Work task:
The answer must be every record below, repeated exactly.
================================
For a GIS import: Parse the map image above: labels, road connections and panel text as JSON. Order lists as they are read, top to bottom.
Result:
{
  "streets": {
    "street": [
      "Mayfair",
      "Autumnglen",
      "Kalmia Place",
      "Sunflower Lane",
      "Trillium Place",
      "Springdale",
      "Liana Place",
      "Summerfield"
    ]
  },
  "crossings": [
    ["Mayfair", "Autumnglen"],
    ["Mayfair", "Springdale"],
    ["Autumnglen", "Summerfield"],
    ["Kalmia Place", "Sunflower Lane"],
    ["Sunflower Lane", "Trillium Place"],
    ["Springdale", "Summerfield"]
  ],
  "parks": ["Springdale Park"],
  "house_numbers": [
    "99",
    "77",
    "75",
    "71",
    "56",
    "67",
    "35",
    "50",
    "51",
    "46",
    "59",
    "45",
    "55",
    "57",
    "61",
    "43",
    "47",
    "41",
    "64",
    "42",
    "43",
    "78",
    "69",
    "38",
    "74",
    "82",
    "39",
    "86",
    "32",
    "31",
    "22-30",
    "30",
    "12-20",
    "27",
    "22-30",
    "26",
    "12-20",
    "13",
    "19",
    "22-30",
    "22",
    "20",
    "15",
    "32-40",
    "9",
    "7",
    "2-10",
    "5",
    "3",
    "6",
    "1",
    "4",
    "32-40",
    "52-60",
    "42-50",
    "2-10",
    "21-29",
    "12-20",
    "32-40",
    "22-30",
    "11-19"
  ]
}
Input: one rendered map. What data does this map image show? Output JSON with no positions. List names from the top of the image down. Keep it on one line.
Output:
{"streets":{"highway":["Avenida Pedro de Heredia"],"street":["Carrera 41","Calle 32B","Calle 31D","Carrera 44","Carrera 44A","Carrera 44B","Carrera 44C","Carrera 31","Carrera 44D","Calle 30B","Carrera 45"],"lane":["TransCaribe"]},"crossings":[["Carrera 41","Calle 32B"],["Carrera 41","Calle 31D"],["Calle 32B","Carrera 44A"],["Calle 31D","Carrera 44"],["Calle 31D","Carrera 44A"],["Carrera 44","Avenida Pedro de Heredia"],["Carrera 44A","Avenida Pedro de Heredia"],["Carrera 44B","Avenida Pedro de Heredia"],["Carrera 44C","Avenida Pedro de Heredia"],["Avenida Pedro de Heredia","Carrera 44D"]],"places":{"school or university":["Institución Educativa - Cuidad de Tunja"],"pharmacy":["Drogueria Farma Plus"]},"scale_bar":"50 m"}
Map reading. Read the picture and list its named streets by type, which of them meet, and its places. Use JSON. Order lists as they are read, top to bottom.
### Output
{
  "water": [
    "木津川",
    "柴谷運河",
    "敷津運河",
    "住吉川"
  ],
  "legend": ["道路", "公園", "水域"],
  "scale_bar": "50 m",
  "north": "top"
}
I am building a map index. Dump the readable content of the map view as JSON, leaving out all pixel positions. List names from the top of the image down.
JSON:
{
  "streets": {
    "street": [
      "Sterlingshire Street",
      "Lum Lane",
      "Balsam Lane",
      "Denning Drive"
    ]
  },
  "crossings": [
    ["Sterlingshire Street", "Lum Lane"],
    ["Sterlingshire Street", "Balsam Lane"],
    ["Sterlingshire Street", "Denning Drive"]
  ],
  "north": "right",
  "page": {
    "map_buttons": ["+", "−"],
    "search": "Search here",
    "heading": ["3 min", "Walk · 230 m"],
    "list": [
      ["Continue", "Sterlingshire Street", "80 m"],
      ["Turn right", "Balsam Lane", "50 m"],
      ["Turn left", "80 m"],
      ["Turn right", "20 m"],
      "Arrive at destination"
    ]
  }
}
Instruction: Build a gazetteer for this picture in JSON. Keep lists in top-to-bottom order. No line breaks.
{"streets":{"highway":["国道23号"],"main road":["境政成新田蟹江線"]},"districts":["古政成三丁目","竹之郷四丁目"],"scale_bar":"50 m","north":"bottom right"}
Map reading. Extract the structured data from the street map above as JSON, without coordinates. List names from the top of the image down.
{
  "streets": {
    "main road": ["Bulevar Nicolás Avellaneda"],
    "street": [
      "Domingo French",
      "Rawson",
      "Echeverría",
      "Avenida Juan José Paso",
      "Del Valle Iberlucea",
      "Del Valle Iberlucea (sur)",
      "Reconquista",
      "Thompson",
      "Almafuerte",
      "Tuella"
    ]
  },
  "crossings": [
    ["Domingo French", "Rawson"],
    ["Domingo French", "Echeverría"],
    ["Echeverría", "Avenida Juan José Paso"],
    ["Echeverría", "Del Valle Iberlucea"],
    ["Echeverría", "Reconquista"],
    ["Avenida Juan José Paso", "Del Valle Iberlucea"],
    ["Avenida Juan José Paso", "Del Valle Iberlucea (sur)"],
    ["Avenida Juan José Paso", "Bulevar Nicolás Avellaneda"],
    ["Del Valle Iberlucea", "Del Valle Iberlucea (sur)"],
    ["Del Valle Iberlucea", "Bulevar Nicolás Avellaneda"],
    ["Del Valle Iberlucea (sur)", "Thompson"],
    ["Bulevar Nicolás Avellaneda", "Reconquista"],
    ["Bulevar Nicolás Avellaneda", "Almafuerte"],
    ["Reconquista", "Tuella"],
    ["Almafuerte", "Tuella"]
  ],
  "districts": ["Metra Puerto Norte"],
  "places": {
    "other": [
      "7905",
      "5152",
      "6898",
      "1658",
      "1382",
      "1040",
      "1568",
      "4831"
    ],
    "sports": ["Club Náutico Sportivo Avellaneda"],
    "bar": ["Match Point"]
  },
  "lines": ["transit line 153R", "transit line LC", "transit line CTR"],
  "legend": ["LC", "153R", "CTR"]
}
================================
Completed exercise:
For a GIS import: Parse the map image above: labels, road connections and panel text as JSON. Order lists as they are read, top to bottom.
Result:
{
  "streets": {
    "street": [
      "Mayfair",
      "Autumnglen",
      "Kalmia Place",
      "Sunflower Lane",
      "Trillium Place",
      "Springdale",
      "Liana Place",
      "Summerfield"
    ]
  },
  "crossings": [
    ["Mayfair", "Autumnglen"],
    ["Mayfair", "Springdale"],
    ["Autumnglen", "Summerfield"],
    ["Kalmia Place", "Sunflower Lane"],
    ["Sunflower Lane", "Trillium Place"],
    ["Springdale", "Summerfield"]
  ],
  "parks": ["Springdale Park"],
  "house_numbers": [
    "99",
    "77",
    "75",
    "71",
    "56",
    "67",
    "35",
    "50",
    "51",
    "46",
    "59",
    "45",
    "55",
    "57",
    "61",
    "43",
    "47",
    "41",
    "64",
    "42",
    "43",
    "78",
    "69",
    "38",
    "74",
    "82",
    "39",
    "86",
    "32",
    "31",
    "22-30",
    "30",
    "12-20",
    "27",
    "22-30",
    "26",
    "12-20",
    "13",
    "19",
    "22-30",
    "22",
    "20",
    "15",
    "32-40",
    "9",
    "7",
    "2-10",
    "5",
    "3",
    "6",
    "1",
    "4",
    "32-40",
    "52-60",
    "42-50",
    "2-10",
    "21-29",
    "12-20",
    "32-40",
    "22-30",
    "11-19"
  ]
}
Input: one rendered map. What data does this map image show? Output JSON with no positions. List names from the top of the image down. Keep it on one line.
Output:
{"streets":{"highway":["Avenida Pedro de Heredia"],"street":["Carrera 41","Calle 32B","Calle 31D","Carrera 44","Carrera 44A","Carrera 44B","Carrera 44C","Carrera 31","Carrera 44D","Calle 30B","Carrera 45"],"lane":["TransCaribe"]},"crossings":[["Carrera 41","Calle 32B"],["Carrera 41","Calle 31D"],["Calle 32B","Carrera 44A"],["Calle 31D","Carrera 44"],["Calle 31D","Carrera 44A"],["Carrera 44","Avenida Pedro de Heredia"],["Carrera 44A","Avenida Pedro de Heredia"],["Carrera 44B","Avenida Pedro de Heredia"],["Carrera 44C","Avenida Pedro de Heredia"],["Avenida Pedro de Heredia","Carrera 44D"]],"places":{"school or university":["Institución Educativa - Cuidad de Tunja"],"pharmacy":["Drogueria Farma Plus"]},"scale_bar":"50 m"}
Map reading. Read the picture and list its named streets by type, which of them meet, and its places. Use JSON. Order lists as they are read, top to bottom.
### Output
{
  "water": [
    "木津川",
    "柴谷運河",
    "敷津運河",
    "住吉川"
  ],
  "legend": ["道路", "公園", "水域"],
  "scale_bar": "50 m",
  "north": "top"
}
I am building a map index. Dump the readable content of the map view as JSON, leaving out all pixel positions. List names from the top of the image down.
JSON:
{
  "streets": {
    "street": [
      "Sterlingshire Street",
      "Lum Lane",
      "Balsam Lane",
      "Denning Drive"
    ]
  },
  "crossings": [
    ["Sterlingshire Street", "Lum Lane"],
    ["Sterlingshire Street", "Balsam Lane"],
    ["Sterlingshire Street", "Denning Drive"]
  ],
  "north": "right",
  "page": {
    "map_buttons": ["+", "−"],
    "search": "Search here",
    "heading": ["3 min", "Walk · 230 m"],
    "list": [
      ["Continue", "Sterlingshire Street", "80 m"],
      ["Turn right", "Balsam Lane", "50 m"],
      ["Turn left", "80 m"],
      ["Turn right", "20 m"],
      "Arrive at destination"
    ]
  }
}
Instruction: Build a gazetteer for this picture in JSON. Keep lists in top-to-bottom order. No line breaks.
{"streets":{"highway":["国道23号"],"main road":["境政成新田蟹江線"]},"districts":["古政成三丁目","竹之郷四丁目"],"scale_bar":"50 m","north":"bottom right"}
Map reading. Extract the structured data from the street map above as JSON, without coordinates. List names from the top of the image down.
{
  "streets": {
    "main road": ["Bulevar Nicolás Avellaneda"],
    "street": [
      "Domingo French",
      "Rawson",
      "Echeverría",
      "Avenida Juan José Paso",
      "Del Valle Iberlucea",
      "Del Valle Iberlucea (sur)",
      "Reconquista",
      "Thompson",
      "Almafuerte",
      "Tuella"
    ]
  },
  "crossings": [
    ["Domingo French", "Rawson"],
    ["Domingo French", "Echeverría"],
    ["Echeverría", "Avenida Juan José Paso"],
    ["Echeverría", "Del Valle Iberlucea"],
    ["Echeverría", "Reconquista"],
    ["Avenida Juan José Paso", "Del Valle Iberlucea"],
    ["Avenida Juan José Paso", "Del Valle Iberlucea (sur)"],
    ["Avenida Juan José Paso", "Bulevar Nicolás Avellaneda"],
    ["Del Valle Iberlucea", "Del Valle Iberlucea (sur)"],
    ["Del Valle Iberlucea", "Bulevar Nicolás Avellaneda"],
    ["Del Valle Iberlucea (sur)", "Thompson"],
    ["Bulevar Nicolás Avellaneda", "Reconquista"],
    ["Bulevar Nicolás Avellaneda", "Almafuerte"],
    ["Reconquista", "Tuella"],
    ["Almafuerte", "Tuella"]
  ],
  "districts": ["Metra Puerto Norte"],
  "places": {
    "other": [
      "7905",
      "5152",
      "6898",
      "1658",
      "1382",
      "1040",
      "1568",
      "4831"
    ],
    "sports": ["Club Náutico Sportivo Avellaneda"],
    "bar": ["Match Point"]
  },
  "lines": ["transit line 153R", "transit line LC", "transit line CTR"],
  "legend": ["LC", "153R", "CTR"]
}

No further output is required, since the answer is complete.